Iraqi forces in final assault to take Hawija
BAGHDAD: Iraqi forces launched a final assault on Wednesday to capture Hawija, one of two pockets of territory in Iraq still under Daesh control, entering the town’s outskirts after several hours of fighting, military commanders said.
Iraqi state TV broadcast live footage showing the area covered by thick black smoke, which rose from oil wells torched by the militants as a tactic to prevent detection from the air. Hawija is located near the oil city of Kirkuk, in northern Iraq.
Seven hours into the operation, Iraqi forces riding in armored vehicles and under helicopter cover broke into the Askari and Nidaa neighborhoods on the western side of the city, a military commander told Reuters.
The offensive on Hawija is being carried out by US-backed Iraqi government troops and Iraniantrained and armed Shiite paramilitary groups known as Popular Mobilization.

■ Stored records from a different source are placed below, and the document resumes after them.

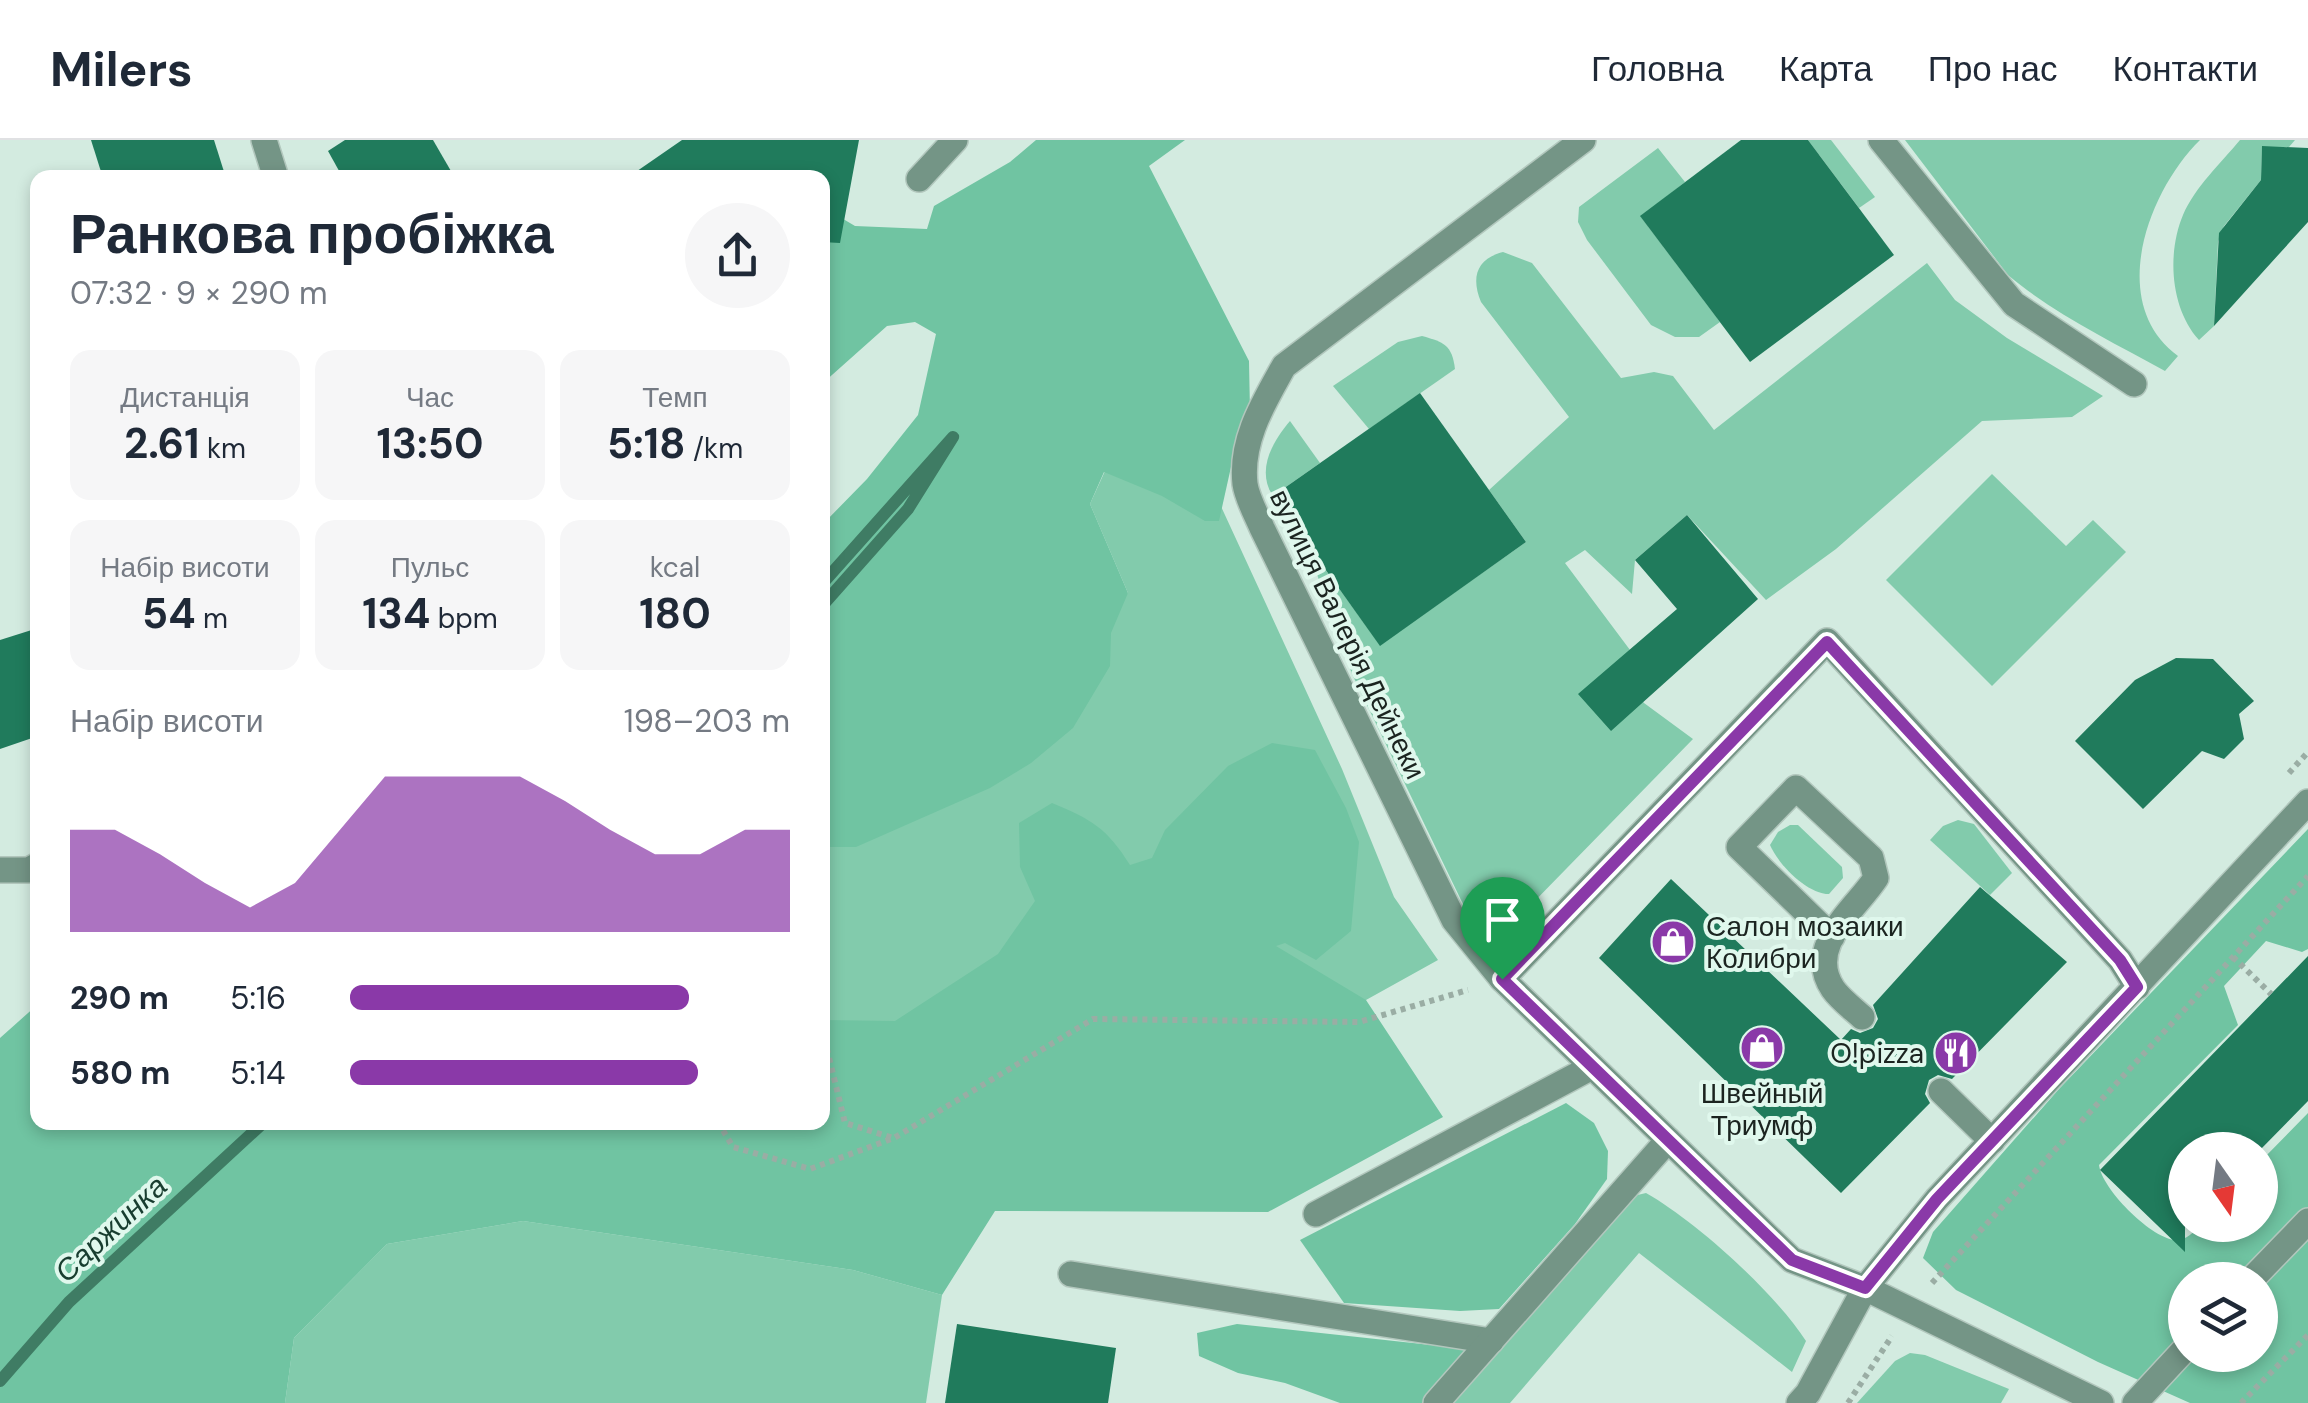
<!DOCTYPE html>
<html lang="uk">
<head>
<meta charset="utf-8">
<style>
	:root { --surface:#fff; --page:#f6f6f7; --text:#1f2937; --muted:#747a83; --line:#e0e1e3; --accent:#8a39a8 }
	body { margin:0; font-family:"DM Sans",sans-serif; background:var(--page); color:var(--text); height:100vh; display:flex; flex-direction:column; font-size:38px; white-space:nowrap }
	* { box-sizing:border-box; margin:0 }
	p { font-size:32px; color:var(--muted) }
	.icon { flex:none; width:55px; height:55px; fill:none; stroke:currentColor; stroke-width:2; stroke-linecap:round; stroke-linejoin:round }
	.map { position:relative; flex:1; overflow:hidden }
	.drawer { position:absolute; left:30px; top:30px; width:800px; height:960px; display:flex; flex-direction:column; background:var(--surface); border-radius:20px; box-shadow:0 5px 15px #0003 }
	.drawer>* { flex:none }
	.needle { width:65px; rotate:166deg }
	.buttons { position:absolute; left:2168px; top:992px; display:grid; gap:20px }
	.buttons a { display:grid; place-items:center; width:110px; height:110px; border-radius:50%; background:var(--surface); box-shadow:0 5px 15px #0003; font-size:50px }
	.pin { position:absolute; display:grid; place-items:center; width:85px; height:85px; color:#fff; margin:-102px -42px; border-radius:50% 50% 50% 0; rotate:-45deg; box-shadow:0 0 10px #0007 }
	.pin .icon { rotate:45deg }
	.round { display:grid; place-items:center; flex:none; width:105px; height:105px; border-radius:52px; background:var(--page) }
	.summary { display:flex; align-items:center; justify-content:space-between; height:170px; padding:0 40px }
	h1 { font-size:55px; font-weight:700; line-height:75px }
	.metrics { display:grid; grid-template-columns:repeat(3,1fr); gap:15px; height:170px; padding:10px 40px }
	.metrics div { display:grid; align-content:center; border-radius:20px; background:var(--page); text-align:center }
	.metrics b { font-size:42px; font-weight:700 }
	.metrics small { font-size:28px; font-weight:400 }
	.metrics p { font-size:28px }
	.chart { height:280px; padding:20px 40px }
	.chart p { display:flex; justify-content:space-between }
	.chart svg { width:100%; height:180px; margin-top:10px; fill:var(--accent); opacity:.7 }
	ul { padding:0 40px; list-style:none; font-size:32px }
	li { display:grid; grid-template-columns:160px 120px 1fr; align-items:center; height:75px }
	li i { height:25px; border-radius:12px; background:var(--accent) }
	header { display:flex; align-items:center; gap:60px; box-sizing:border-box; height:140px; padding:0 50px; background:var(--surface); border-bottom:2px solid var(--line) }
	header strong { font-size:48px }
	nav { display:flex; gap:55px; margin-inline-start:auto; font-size:35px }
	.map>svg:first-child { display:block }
	.green { fill:#82cbac }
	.forest { fill:#70c4a2; fill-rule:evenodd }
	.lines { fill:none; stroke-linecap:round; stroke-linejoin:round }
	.stream { stroke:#3f7c64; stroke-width:12 }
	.building { fill:#207b5c }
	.service-casing { stroke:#b2c7bd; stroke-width:28 }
	.minor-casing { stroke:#b2c7bd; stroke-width:28 }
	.path { stroke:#9aada4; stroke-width:6; stroke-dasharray:5 5; stroke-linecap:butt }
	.service { stroke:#749586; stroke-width:25 }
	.minor { stroke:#749586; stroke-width:25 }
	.route-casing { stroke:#fff; stroke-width:20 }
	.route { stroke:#8a39a8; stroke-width:12 }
	.labels { text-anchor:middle; stroke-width:8; stroke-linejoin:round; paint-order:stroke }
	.street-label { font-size:28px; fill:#1b2420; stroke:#e0f8ed }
	.poi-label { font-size:28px; fill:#1b2420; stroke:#e0f8ed; text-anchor:start }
	.water-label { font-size:30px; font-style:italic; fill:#183d2f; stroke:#e0f8ed }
</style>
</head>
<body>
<header>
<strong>Milers</strong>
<nav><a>Головна</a><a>Карта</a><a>Про нас</a><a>Контакти</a></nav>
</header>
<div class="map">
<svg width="2308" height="1263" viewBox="0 0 2308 1263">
	<rect width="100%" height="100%" fill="#d3ebe0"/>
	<g class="green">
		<polygon points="1808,0 1831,0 1875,57 1859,68"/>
		<path d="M1905 0H2200C2148 51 2106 163 2178 216L2165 231C2111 201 2054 174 2008 135Z"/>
		<path d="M2240 0H2295L2289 7H2262L2261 40 2224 86 2218 102 2214 186 2199 200C2170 168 2167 113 2183 75 2195 47 2221 23 2240 0Z"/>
		<polygon points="1658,8 1685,42 1641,77 1720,182 1699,197 1675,197 1651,185 1587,100 1578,82 1579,67"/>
		<path d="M1503 112 1532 123 1621 238 1654 232 1673 236 1714 290 1927 123 1955 160 2007 198 2103 256 2072 277 1982 281 1836 409 1766 460 1687 375 1635 420 1632 454 1585 410 1565 423 1630 510 1614 525 1644 563 1693 599 1523 773C1506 784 1494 792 1474 784L1461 760 1352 534 1306 403 1380 505 1526 402 1489 350 1569 277 1481 162C1471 138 1476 119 1503 112Z"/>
		<path d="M1422 196C1444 202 1452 205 1455 229L1369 289 1333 246 1398 202Z"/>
		<path d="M1290 281 1320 323 1273 356C1256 331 1272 302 1290 281Z"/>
		<polygon points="1201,323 1342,629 1394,757 1438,820 1366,860 1006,883 823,902 822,669 1128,453 1090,364 1105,331"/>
		<polygon points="1992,334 2066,406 2093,380 2126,412 1992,546 1886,440"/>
		<polygon points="1958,680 1974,684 2012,733 1990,755 1930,700 1943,686"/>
		<path d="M1790 685H1798L1842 727 1843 738 1829 754C1807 754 1778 724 1770 705L1778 692Z"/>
		<path d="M1646 1053C1697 1082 1774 1152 1806 1201L1792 1232 1639 1113 1510 1263H1446L1625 1058Z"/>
		<polygon points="523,1081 853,1130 942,1155 926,1263 285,1263 294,1198 387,1104"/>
		<polygon points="1910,1213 1925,1215 2009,1249 2001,1263 1857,1263 1895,1221"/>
	</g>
	<g class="forest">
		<polygon points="1036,0 1185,0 1149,26 1249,221 1250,272 1237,300 1219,381 1205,381 1162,356 1104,332 1090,364 1128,453 1111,493 1110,526 1073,588 1031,623 990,648 856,707 823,707 823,384 867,339 918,275 936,194 915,182 887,186 823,243 823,67 855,86 927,89 934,66 1010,22"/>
		<path d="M1272 603 1315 610 1346 668 1359 702 1351 791 1316 820 1285 803 1276 806 1366 860 1443 977 1268 1072 995 1071 942 1155 853 1130 523 1081 387 1104 294 1198 285 1263H0V898L37 865 38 982H822L823 880 895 881 998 814 1035 761 1020 727 1019 683 1052 663C1091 679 1107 688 1130 725L1152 718 1165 690 1228 626Z"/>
		<path d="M2308 689V809L2302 812 2266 801 2224 846 2238 885 2099 1025C2102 1049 2149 1096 2174 1100 2186 1101 2193 1093 2200 1085H2260V1022L2308 973V1263H2190L2098 1222 1956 1150 1923 1118 1933 1092 2059 949ZM2185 1140H2260V1215H2185Z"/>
		<polygon points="1566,963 1594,983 1608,1011 1607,1039 1575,1084 1499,1169 1460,1171 1344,1163 1300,1100"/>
		<polygon points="1237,1184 1468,1209 1425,1263 1340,1263 1285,1243 1238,1233 1199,1216 1197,1193"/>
	</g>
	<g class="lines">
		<g class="stream">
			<polyline points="822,444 953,297 908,369 822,466"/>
			<polyline points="0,1241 69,1162 264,982"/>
		</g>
	</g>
	<g class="building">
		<polygon points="91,0 214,0 226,38 103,38"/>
		<polygon points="345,0 433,0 455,38 343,38 328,11"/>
		<polygon points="682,0 859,0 840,103 822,102 822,38 627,38"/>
		<polygon points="1741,0 1808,0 1894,115 1750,222 1640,76"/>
		<polygon points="2262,6 2308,8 2308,82 2214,186 2219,93 2261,40"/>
		<polygon points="1420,253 1526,402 1380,506 1273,356"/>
		<polygon points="1687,375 1758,459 1611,591 1578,554 1677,469 1635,420"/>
		<polygon points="38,488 38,596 0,609 0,500"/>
		<polygon points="2176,518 2213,519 2254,561 2239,574 2244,599 2224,619 2202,611 2143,669 2075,601 2135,540"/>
		<polygon points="1671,739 1841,900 1851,889 1860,893 1873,888 1878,879 1873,865 1980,747 2067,822 1952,939 1938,935 1929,940 1925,954 1930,963 1841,1053 1599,818"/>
		<polygon points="2308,816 2308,961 2260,1010 2185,1010 2185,1112 2100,1030"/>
		<polygon points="957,1184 1116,1208 1108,1263 945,1263"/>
	</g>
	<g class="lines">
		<defs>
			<g id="service">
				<polyline points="264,0 276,38"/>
				<polyline points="0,730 29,730 38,725"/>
				<path d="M1832 797 1739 707 1796 648 1871 718 1876 738C1856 769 1804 806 1833 849 1840 859 1852 868 1862 877"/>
				<polyline points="1941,951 1992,1001"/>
				<polyline points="1316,1074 1592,927"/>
				<polyline points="1071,1134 1491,1201"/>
				<polyline points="2251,1140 2308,1081"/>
				<polyline points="1436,1263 1668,1000"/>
				<polyline points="2135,1263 2185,1209"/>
			</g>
			<g id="minor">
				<polyline points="1881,0 2014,164 2134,244"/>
				<polyline points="919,39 955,0"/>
				<path d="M1502 839 1454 780 1262 388C1256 374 1247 358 1245 344 1240 300 1264 262 1284 226L1583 0"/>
				<polyline points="1799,1263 1808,1253 1865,1148 1937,1059 2308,662"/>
				<polyline points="2101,1263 1865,1148 1792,1120 1502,839 1827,501 2120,820 2137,847"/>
			</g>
		</defs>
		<use href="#service" class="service-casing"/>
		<use href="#minor" class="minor-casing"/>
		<g class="path">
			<polyline points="2289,633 2308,612"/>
			<polyline points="2233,817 2271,854"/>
			<polyline points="822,889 845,983 893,998"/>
			<polyline points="718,982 733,1007 810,1029 894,998 1093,879 1359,882 1468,850"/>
			<polyline points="1932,1143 2308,736"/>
			<polyline points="1848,1263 1892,1196"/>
			<polyline points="2241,1263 2308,1195"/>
		</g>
		<use href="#service" class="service"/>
		<use href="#minor" class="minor"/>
	</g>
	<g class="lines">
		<defs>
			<polygon id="route" points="1827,502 2120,820 2137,847 1937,1059 1865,1148 1792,1120 1502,839"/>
		</defs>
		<use href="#route" class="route-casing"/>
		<use href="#route" class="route"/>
	</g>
	<defs>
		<symbol id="shop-disc" viewBox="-11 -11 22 22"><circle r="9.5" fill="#8a39a8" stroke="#e0f8ed"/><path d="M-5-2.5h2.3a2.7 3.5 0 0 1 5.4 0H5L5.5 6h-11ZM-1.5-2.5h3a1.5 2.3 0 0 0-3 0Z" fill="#fff"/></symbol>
		<symbol id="restaurant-disc" viewBox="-11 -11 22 22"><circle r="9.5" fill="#8a39a8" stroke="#e0f8ed"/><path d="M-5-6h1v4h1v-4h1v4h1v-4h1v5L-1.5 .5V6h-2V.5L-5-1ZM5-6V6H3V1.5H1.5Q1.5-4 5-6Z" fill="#fff"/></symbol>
	</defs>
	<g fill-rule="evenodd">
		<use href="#shop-disc" x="1648" y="777" width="50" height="50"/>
		<use href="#shop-disc" x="1737" y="883" width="50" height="50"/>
		<use href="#restaurant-disc" x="1931" y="888" width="50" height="50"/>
	</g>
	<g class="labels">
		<g class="street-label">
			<text transform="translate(1348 494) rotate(64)" y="10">вулиця Валерія Дейнеки</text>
		</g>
		<g class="poi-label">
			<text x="1706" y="796">Салон мозаики<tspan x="1706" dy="32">Колибри</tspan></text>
			<text x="1924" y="923" text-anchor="end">O!pizza</text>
			<text x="1762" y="963" text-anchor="middle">Швейный<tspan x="1762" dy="32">Триумф</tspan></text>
		</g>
		<g class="water-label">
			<text transform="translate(111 1089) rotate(-43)" y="10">Саржинка</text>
		</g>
	</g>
</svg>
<div class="buttons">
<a><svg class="needle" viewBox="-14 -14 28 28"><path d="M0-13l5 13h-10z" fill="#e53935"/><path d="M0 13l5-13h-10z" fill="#747a83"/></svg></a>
<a><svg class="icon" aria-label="layers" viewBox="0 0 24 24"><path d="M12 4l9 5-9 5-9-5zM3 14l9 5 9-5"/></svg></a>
</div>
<div class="pin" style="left:1502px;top:839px;background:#1e9e55"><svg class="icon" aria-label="arrive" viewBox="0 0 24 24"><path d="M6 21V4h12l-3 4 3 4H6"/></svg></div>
<section class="drawer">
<div class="summary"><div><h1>Ранкова пробіжка</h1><p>07:32 · 9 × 290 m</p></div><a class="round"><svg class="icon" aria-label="share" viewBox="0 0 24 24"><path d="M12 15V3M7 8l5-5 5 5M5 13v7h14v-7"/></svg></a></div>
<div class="metrics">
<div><p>Дистанція</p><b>2.61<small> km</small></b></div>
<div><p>Час</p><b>13:50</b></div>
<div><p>Темп</p><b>5:18<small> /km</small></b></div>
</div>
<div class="metrics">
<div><p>Набір висоти</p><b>54<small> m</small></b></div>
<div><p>Пульс</p><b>134<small> bpm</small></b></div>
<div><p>kcal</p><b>180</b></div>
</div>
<div class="chart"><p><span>Набір висоти</span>198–203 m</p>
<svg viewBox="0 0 160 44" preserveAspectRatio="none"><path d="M0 44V19L10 19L20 25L30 32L40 38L50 32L60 19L70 6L80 6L90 6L100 6L110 12L120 19L130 25L140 25L150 19L160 19V44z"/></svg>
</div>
<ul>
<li><b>290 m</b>5:16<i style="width:77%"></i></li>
<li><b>580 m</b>5:14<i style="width:79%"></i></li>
</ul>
</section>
</div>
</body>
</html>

“The army, the Federal Police, the Emergency Response division and Popular Mobilization stormed Hawija, inflicting human and material losses onto the enemy, and progress is continuing,” said a statement from the joint operations commander, Lt. Gen. Abdul Ameer Rasheed Yarallah.
They began moving on the town of Hawija two days after capturing the Rashad air base, 30 km to the south and used by the militants as a training and logistics site.
Iraq launched an offensive on Sept. 21 to dislodge Daesh from Hawija and surrounding areas where up to 78,000 people could be trapped, according to the UN.